Scan the entries for the word "icon", and copy every line where it appears.

Source data
########

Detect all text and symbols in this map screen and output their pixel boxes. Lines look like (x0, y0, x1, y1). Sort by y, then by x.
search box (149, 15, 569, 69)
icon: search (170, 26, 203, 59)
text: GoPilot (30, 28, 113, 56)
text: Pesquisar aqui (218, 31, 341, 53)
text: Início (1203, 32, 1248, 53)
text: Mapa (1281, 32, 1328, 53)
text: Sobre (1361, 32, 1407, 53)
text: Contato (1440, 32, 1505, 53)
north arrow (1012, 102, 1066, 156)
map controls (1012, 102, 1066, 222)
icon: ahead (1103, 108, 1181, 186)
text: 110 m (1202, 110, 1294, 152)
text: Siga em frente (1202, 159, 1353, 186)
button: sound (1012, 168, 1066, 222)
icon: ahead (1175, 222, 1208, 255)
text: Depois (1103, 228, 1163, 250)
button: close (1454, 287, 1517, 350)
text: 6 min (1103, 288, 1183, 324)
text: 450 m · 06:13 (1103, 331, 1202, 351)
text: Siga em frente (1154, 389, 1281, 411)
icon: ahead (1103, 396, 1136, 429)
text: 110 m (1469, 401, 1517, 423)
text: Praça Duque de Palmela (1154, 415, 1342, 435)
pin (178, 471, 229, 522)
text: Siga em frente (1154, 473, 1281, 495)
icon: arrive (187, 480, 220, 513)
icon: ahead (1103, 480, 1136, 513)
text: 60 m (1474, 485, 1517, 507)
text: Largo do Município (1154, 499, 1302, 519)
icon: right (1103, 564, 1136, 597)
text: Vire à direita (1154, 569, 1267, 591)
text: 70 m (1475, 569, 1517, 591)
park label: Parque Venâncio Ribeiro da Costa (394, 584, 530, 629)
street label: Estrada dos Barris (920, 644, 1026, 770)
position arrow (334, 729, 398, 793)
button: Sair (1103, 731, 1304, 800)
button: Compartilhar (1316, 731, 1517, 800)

########

> [Problem solution]
icon: search (170, 26, 203, 59)
icon: ahead (1103, 108, 1181, 186)
icon: ahead (1175, 222, 1208, 255)
icon: ahead (1103, 396, 1136, 429)
icon: arrive (187, 480, 220, 513)
icon: ahead (1103, 480, 1136, 513)
icon: right (1103, 564, 1136, 597)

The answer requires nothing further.